De l’exigence vitale de la philosophie


« Le langage n’est-il qu’un outil ? », « Que devons-nous à l’Etat ? », « Interprète-t-on à défaut de connaître ? » voilà quelques intitulés proposés aux lycéens qui ont dû plancher hier sur leur épreuve de philosophie.

C’est chaque année le même rituel, le baccalauréat débute avec la philo, au grand dam des moins adeptes et pour le plus grand plaisir des quelques amoureux. La philosophie est une matière complexe, parfois enseignée avec beaucoup de difficulté au lycée, à cause d’un programme très chargé qui doit être assimilé alors que la matière est toute nouvelle pour les classes de Terminale.

Pourtant, la philosophie est une exigence vitale, une réflexion sur soi et sur le monde indispensable pour le vivre-ensemble et pour l’émancipation de chacun.

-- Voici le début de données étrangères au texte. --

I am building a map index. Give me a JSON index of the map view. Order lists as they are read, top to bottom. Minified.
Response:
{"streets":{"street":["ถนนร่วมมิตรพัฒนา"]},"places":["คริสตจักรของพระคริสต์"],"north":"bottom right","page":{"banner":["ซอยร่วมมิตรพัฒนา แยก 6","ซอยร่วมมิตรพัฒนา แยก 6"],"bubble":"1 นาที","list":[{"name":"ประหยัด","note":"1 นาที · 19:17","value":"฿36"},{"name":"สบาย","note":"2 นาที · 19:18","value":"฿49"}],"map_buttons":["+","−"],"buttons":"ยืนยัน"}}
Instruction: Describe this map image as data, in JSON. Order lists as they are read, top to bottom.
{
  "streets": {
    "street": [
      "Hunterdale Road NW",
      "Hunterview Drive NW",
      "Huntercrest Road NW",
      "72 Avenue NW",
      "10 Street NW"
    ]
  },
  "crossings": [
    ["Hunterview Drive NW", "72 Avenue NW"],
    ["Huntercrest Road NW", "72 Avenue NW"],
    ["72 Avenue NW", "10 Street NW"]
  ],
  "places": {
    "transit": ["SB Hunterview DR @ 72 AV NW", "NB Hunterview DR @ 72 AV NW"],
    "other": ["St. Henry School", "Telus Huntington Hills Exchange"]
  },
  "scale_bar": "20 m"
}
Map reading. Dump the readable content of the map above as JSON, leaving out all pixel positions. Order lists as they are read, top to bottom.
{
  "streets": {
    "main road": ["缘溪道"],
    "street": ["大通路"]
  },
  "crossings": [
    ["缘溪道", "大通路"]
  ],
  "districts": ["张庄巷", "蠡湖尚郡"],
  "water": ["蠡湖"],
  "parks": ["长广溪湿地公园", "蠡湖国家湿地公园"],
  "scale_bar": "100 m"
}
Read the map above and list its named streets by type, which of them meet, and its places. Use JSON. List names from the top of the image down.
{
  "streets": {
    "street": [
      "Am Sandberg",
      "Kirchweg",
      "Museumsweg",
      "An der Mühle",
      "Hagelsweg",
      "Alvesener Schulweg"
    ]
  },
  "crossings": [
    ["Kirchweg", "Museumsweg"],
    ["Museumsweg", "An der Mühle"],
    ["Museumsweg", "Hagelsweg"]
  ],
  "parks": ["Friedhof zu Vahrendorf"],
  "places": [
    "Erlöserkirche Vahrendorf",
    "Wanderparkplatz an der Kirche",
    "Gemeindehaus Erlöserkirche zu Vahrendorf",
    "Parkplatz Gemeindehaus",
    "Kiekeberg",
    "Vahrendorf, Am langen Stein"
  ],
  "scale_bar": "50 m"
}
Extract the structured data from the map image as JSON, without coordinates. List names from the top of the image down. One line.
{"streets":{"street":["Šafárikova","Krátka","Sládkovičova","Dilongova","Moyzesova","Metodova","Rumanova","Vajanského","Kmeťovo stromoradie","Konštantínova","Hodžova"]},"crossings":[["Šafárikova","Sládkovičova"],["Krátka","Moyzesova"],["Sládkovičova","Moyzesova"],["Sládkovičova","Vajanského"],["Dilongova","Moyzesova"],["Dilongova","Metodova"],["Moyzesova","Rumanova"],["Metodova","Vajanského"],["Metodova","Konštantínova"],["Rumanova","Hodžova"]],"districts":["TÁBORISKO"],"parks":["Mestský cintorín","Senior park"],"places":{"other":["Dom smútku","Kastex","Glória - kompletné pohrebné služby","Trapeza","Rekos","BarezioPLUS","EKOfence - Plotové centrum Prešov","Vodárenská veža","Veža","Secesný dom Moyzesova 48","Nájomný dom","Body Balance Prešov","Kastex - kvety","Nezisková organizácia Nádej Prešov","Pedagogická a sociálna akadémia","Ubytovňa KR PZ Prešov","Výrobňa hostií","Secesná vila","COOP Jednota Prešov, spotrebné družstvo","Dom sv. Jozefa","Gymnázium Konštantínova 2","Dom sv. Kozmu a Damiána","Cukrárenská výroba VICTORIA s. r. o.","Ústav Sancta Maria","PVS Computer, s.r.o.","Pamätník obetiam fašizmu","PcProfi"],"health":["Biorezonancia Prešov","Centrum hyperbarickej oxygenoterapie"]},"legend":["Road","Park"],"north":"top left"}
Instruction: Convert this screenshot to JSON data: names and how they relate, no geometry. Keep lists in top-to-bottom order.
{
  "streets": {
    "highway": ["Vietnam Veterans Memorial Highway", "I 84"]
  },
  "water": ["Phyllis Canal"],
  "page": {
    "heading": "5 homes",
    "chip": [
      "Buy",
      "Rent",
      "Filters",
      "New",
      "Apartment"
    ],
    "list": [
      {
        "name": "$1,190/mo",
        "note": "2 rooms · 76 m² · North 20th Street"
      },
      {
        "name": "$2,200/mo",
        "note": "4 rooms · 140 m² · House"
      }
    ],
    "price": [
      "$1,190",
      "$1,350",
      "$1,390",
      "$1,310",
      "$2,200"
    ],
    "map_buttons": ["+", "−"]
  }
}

C’est une manière de se construire individuellement parce que, justement, la philosophie déconstruit le réel, le questionne, le brutalise, le critique pour mettre à distance ce qui nous semble aller de soit et donc de relativiser son propre rapport au monde. Et en ce sens, il est important qu’elle soit enseignée dès l’enseignement secondaire parce que l’une des vocations premières de l’école de la République est de donner les clefs de compréhension pour devenir un citoyen éclairé. Loin d’être la matière théorique désincarnée que l’on voudrait nous présenter, la philosophie est proche de nous, ce sont les petites lunettes qui nous permettent d’appréhender le monde en le libérant des évidences.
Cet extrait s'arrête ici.